Search code examples
pythontkinterunicodetclemoji

Tkinter and 32-bit Unicode duplicating – any fix?


I only want to show Chip, but I get both Chip AND Dale. It doesn't seem to matter which 32 bit character I put in, tkinter seems to duplicate them - it's not just chipmunks.

I'm thinking that I may have to render them to png and then place them as images, but that seems a bit ... heavy-handed.

Any other solutions? Is tkinter planning on fixing this?

import tkinter as tk

# Python 3.8.3
class Application(tk.Frame):
    def __init__(self, master=None):
        self.canvas = None
        self.quit_button = None
        tk.Frame.__init__(self, master)
        self.grid()
        self.create_widgets()

    def create_widgets(self):
        self.canvas = tk.Canvas(self, width=500, height=420, bg='yellow')
        self.canvas.create_text(250, 200, font="* 180", text='\U0001F43F')
        self.canvas.grid()

        self.quit_button = tk.Button(self, text='Quit', command=self.quit)
        self.quit_button.grid()

app = Application()
app.master.title('Emoji')
app.mainloop()

Chip and Dale on Mac OS

  • Apparently this works fine on Windows - so maybe it’s a MacOS issue.
  • I've run it on two separate Mac - both of them on the latest OS Catalina 10.15.5 - and both show the problem
  • The bug shows with the standard Python installer from python.org - Python 3.8.3 with Tcl/Tk 8.6.8
  • Supposedly it might be fixed with Tcl/Tk 8.6.10 - but I don't really see how I can upgrade Tcl/Tk using the normal installer.
  • This is also reported as a bug cf. https://bugs.python.org/issue41212

One of the python contributors believes that TCL/Tk can-not/will-not support variable width encoding (it always internally converts fixed width encoding) which indicates to me that Tcl/Tk is not suitable for general UTF-8 development.


Solution

  • The fundamental problem is that Tcl and Tk are not very happy with non-BMP (Unicode Basic Multilingual Plane) characters. Prior to 8.6.10, what happens is anyone's guess; the implementation simply assumed such characters didn't exist and was known to be buggy when they actually turned up (there's several tickets on various aspects of this). 8.7 will have stronger fixes in place (see TIP #389 for the details) — the basic aim is that if you feed non-BMP characters in, they can be got out at the other side so they can be written to a UTF-8 file or displayed by Tk if the font engine deigns to support them — but some operations will still be wrong as the string implementation will still be using surrogates. 9.0 will fix things properly (by changing the fundamental character storage unit to be large enough to accommodate any Unicode codepoint) but that's a disruptive change.

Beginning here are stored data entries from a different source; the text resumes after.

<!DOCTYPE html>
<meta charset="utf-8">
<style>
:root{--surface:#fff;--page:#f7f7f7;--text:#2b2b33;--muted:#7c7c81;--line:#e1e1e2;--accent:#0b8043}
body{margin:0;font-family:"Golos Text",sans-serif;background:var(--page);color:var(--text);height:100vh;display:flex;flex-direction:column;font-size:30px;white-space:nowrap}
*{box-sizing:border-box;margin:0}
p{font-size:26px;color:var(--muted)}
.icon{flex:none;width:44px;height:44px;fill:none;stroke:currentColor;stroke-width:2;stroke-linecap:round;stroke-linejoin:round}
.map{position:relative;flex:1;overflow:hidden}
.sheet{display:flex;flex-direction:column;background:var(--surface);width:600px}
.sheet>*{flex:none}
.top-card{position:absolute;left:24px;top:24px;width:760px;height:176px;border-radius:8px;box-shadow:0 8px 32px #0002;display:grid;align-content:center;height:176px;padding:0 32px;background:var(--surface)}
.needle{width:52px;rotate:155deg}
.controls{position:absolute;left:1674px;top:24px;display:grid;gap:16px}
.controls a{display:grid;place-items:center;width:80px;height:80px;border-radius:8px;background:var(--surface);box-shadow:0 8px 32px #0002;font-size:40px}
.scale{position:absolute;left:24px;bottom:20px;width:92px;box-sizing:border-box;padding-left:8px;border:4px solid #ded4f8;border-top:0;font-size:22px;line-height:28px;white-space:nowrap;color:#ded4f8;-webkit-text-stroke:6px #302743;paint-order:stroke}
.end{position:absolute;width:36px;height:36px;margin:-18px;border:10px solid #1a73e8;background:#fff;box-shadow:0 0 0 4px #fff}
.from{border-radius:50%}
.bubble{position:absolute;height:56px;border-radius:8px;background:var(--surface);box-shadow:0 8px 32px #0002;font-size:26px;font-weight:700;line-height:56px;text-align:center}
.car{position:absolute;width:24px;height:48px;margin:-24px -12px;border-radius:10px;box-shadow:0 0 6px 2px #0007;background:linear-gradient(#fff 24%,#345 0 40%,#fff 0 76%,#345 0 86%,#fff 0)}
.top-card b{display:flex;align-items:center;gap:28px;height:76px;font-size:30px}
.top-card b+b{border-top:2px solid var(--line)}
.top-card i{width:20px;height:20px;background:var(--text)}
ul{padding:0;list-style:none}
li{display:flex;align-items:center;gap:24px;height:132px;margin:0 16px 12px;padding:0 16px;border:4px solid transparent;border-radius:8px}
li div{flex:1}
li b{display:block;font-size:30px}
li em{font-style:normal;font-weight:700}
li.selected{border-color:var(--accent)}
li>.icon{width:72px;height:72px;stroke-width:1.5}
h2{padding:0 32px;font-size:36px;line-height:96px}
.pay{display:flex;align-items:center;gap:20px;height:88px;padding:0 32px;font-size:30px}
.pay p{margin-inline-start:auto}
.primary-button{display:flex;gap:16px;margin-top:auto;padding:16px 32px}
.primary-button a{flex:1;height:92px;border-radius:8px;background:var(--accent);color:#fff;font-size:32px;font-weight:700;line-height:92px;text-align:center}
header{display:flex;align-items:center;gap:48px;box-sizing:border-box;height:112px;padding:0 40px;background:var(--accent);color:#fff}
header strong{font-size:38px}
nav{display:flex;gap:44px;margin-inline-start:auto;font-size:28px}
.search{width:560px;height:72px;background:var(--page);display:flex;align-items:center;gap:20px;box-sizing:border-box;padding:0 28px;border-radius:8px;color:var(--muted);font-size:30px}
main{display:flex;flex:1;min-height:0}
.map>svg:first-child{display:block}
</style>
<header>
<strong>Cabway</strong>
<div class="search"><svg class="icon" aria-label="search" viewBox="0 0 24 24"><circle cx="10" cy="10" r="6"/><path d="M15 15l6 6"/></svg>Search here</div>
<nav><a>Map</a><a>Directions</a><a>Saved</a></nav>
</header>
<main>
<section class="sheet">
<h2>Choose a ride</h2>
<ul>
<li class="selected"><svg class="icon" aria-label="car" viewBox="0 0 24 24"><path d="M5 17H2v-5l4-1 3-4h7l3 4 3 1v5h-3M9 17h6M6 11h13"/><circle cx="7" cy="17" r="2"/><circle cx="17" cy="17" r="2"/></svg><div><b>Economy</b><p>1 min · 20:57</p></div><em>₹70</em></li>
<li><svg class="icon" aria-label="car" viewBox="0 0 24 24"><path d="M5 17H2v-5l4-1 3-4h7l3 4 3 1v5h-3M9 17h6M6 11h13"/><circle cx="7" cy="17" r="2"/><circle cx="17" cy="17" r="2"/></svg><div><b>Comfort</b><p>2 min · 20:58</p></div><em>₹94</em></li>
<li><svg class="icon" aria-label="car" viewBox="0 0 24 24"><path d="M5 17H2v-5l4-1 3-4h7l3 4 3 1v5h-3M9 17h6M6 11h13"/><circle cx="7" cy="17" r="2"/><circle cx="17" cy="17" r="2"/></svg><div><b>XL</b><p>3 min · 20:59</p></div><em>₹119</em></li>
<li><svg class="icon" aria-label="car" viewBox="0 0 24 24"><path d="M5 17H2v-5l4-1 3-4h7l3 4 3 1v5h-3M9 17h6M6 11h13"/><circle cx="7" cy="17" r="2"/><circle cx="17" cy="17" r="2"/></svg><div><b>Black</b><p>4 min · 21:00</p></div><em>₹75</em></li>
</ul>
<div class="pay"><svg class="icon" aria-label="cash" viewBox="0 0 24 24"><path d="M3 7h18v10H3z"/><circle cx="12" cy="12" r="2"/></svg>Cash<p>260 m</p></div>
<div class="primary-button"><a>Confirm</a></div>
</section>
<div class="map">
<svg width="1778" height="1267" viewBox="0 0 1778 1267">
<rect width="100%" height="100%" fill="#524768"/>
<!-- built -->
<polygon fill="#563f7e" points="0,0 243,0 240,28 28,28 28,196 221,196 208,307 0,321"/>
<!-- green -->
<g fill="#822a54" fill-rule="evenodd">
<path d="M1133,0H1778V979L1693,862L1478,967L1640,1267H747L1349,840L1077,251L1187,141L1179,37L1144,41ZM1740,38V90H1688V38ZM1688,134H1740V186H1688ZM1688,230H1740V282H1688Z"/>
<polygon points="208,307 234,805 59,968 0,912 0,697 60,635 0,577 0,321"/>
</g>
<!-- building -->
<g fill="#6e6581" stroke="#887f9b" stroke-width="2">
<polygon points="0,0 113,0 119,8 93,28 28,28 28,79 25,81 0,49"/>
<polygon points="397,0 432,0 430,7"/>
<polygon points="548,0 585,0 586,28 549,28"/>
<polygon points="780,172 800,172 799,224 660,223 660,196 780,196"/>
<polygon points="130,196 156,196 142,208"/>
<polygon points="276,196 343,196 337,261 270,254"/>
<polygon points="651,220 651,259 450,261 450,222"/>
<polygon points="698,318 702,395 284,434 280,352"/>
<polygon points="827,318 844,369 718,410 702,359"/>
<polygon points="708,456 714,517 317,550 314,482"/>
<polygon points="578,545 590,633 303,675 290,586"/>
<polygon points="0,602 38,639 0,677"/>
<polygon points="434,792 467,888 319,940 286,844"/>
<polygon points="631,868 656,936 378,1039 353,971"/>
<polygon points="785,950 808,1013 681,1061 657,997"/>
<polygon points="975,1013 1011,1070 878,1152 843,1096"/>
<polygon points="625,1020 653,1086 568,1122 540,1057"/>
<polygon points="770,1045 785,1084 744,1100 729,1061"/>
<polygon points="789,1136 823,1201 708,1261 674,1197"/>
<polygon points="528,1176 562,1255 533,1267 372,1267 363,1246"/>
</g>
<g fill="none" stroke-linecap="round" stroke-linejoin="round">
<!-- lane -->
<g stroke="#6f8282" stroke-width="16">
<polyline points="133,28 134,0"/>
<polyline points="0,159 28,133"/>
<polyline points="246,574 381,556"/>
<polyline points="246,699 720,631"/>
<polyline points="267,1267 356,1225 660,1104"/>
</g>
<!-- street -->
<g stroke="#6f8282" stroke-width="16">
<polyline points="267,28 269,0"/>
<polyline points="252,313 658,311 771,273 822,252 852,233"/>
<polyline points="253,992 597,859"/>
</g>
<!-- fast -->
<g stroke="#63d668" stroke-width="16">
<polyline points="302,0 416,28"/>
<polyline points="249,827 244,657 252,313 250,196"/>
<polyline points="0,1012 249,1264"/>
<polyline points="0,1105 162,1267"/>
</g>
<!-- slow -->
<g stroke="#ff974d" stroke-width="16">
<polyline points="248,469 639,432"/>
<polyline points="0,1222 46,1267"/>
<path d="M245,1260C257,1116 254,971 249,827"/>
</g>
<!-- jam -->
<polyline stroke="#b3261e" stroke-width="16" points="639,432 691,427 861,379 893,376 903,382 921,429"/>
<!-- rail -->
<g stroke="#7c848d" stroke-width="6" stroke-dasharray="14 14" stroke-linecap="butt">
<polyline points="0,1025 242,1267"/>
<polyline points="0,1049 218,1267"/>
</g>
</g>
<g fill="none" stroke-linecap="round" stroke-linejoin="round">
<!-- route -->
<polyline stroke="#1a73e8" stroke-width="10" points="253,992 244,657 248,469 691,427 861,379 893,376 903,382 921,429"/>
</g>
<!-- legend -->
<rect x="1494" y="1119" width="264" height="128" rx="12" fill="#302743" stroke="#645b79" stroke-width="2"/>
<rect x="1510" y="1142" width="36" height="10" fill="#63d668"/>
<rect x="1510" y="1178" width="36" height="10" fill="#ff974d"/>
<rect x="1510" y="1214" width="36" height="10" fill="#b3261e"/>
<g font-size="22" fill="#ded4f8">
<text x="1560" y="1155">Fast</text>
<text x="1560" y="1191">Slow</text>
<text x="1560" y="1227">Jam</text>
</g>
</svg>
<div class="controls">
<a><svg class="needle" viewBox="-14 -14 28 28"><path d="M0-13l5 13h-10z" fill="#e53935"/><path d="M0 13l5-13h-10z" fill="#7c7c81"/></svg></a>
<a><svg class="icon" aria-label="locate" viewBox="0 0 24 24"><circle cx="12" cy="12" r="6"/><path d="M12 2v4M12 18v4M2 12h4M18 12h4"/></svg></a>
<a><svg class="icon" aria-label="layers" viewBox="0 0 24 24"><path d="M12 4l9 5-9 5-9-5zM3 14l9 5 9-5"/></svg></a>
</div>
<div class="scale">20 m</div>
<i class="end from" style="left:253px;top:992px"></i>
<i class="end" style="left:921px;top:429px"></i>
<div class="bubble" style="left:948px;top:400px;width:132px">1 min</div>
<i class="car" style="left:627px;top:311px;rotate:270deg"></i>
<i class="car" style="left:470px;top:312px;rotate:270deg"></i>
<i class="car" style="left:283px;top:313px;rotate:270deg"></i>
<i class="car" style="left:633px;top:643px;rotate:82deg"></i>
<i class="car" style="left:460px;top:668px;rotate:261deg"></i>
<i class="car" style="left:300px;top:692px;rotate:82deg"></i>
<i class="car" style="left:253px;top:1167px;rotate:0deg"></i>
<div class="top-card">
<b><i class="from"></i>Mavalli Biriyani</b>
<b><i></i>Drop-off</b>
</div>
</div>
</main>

    With released versions, if you can get the surrogates over the wall from Python to Tcl, they'll probably end up in the GUI engine which might do the right thing. In some cases (not including any build I've currently got, FWIW, but I've got strange builds so don't read very much into that). With 8.7, sending over UTF-8 will be able to work; that's part of the functionality profile that will be guaranteed. (The encoding functions exist in older versions, but with 8.6 releases they will do the wrong thing with non-BMP UTF-8 and break weirdly with older versions than that.)